━━ Records for the task ━━

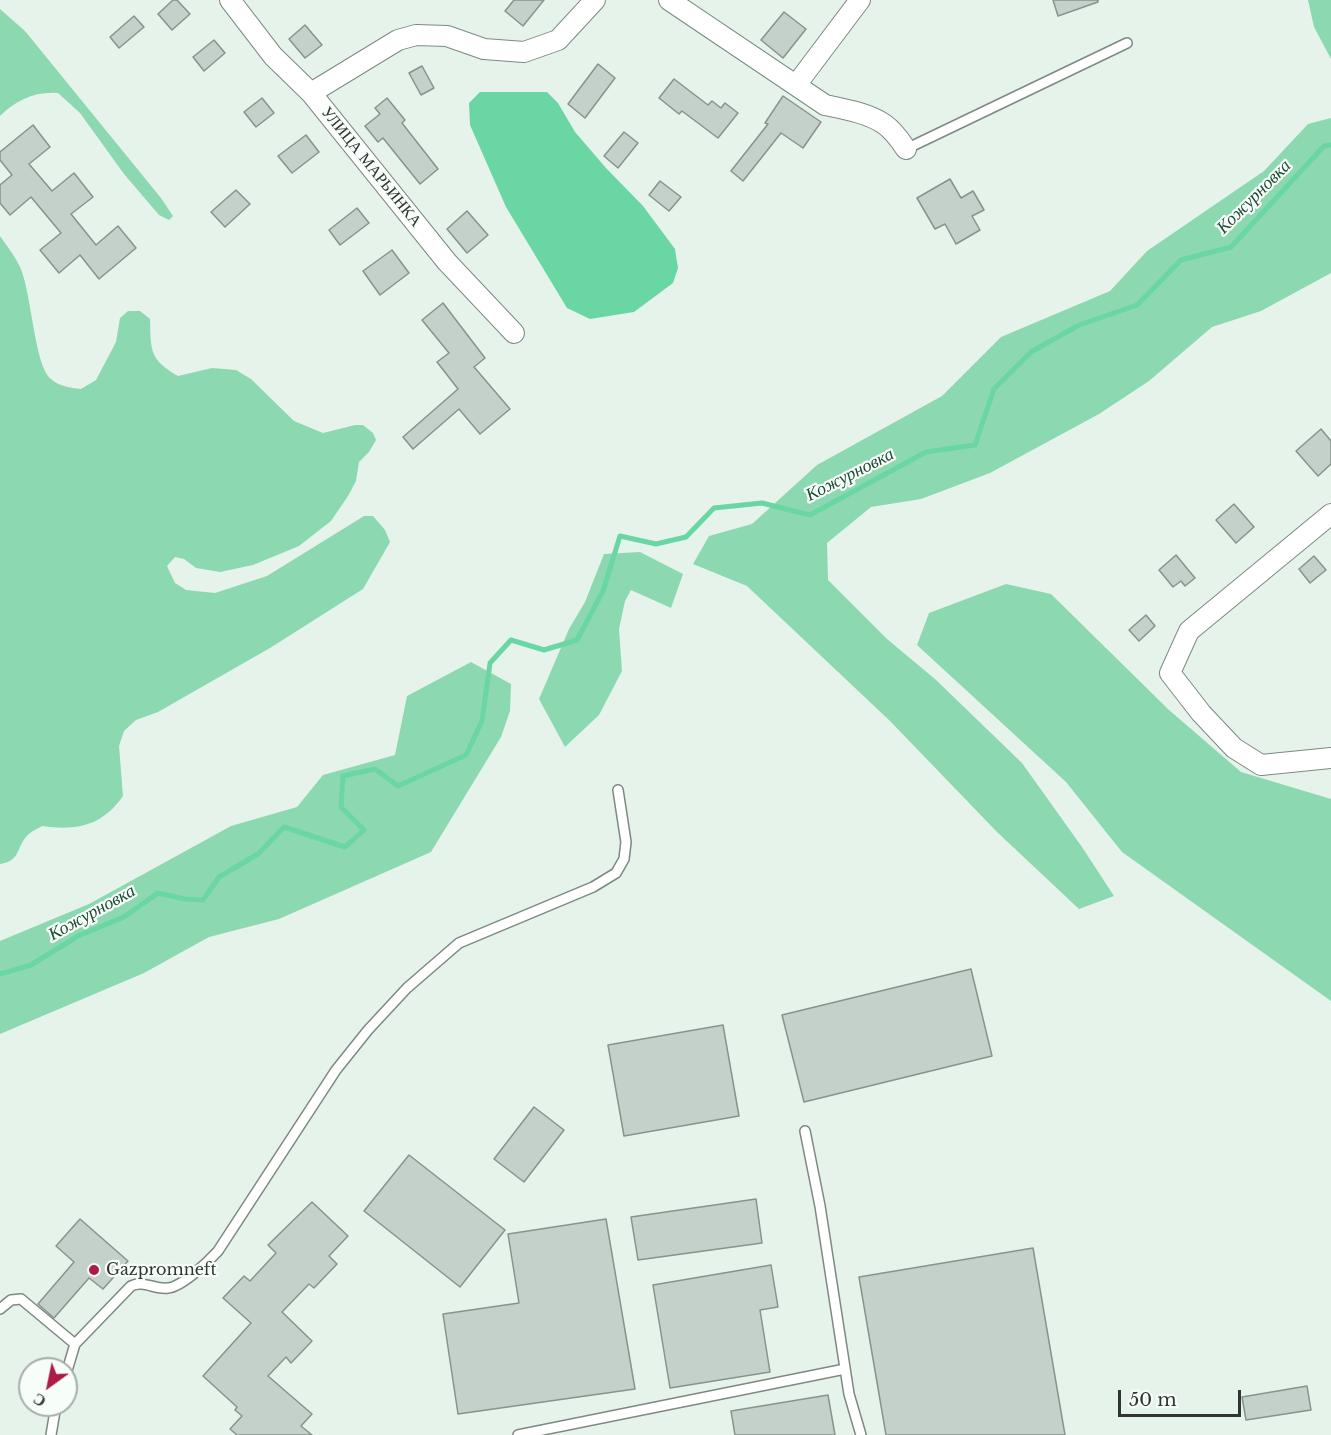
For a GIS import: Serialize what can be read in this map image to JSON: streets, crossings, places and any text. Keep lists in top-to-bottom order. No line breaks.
{"streets":{"street":["УЛИЦА МАРЬИНКА"]},"water":["Кожурновка"],"places":["Gazpromneft"],"scale_bar":"50 m","north":"bottom left"}
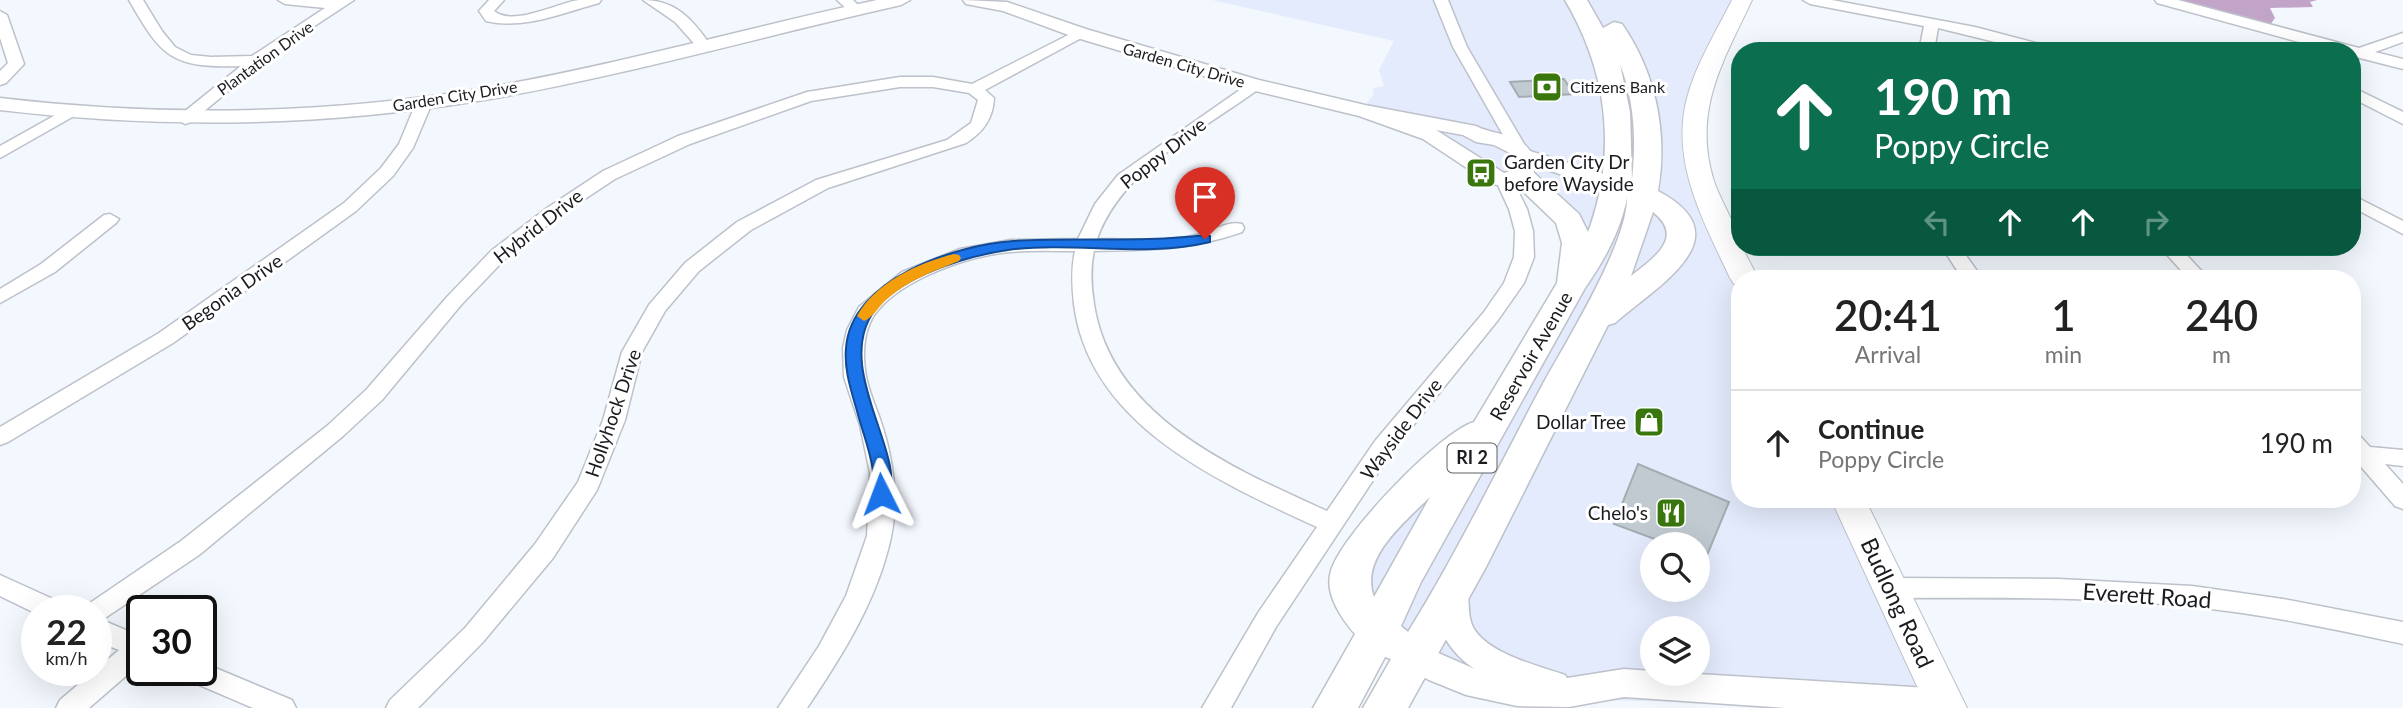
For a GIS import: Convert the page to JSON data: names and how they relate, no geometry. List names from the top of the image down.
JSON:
{
  "streets": {
    "main road": ["Reservoir Avenue", "RI 2", "Budlong Road"],
    "street": [
      "Plantation Drive",
      "Garden City Drive",
      "Poppy Drive",
      "Hybrid Drive",
      "Begonia Drive",
      "Hollyhock Drive",
      "Wayside Drive",
      "Everett Road"
    ]
  },
  "crossings": [
    ["Plantation Drive", "Garden City Drive"],
    ["Garden City Drive", "Poppy Drive"],
    ["Garden City Drive", "Begonia Drive"],
    ["Garden City Drive", "Reservoir Avenue"],
    ["Garden City Drive", "Wayside Drive"],
    ["Garden City Drive", "RI 2"],
    ["Poppy Drive", "Wayside Drive"],
    ["Hybrid Drive", "Hollyhock Drive"],
    ["Reservoir Avenue", "RI 2"],
    ["Everett Road", "Budlong Road"]
  ],
  "places": {
    "bank": ["Citizens Bank"],
    "bus stop": ["Garden City Dr before Wayside"],
    "shop": ["Dollar Tree"],
    "restaurant": ["Chelo's"]
  },
  "page": {
    "turn": ["190 m", "Poppy Circle"],
    "eta": [
      "20:41",
      "Arrival",
      "1",
      "min",
      "240",
      "m"
    ],
    "list": [
      {
        "name": "Continue",
        "note": "Poppy Circle",
        "value": "190 m"
      }
    ],
    "speed": "22 km/h",
    "limit": "30"
  }
}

━━━

# [Exercise brief]
Reproduce the records above from their first line to the line bearing "For a GIS import: Convert", both ends included, leaving every picture out.

# [Problem solution]
For a GIS import: Serialize what can be read in this map image to JSON: streets, crossings, places and any text. Keep lists in top-to-bottom order. No line breaks.
{"streets":{"street":["УЛИЦА МАРЬИНКА"]},"water":["Кожурновка"],"places":["Gazpromneft"],"scale_bar":"50 m","north":"bottom left"}
For a GIS import: Convert the page to JSON data: names and how they relate, no geometry. List names from the top of the image down.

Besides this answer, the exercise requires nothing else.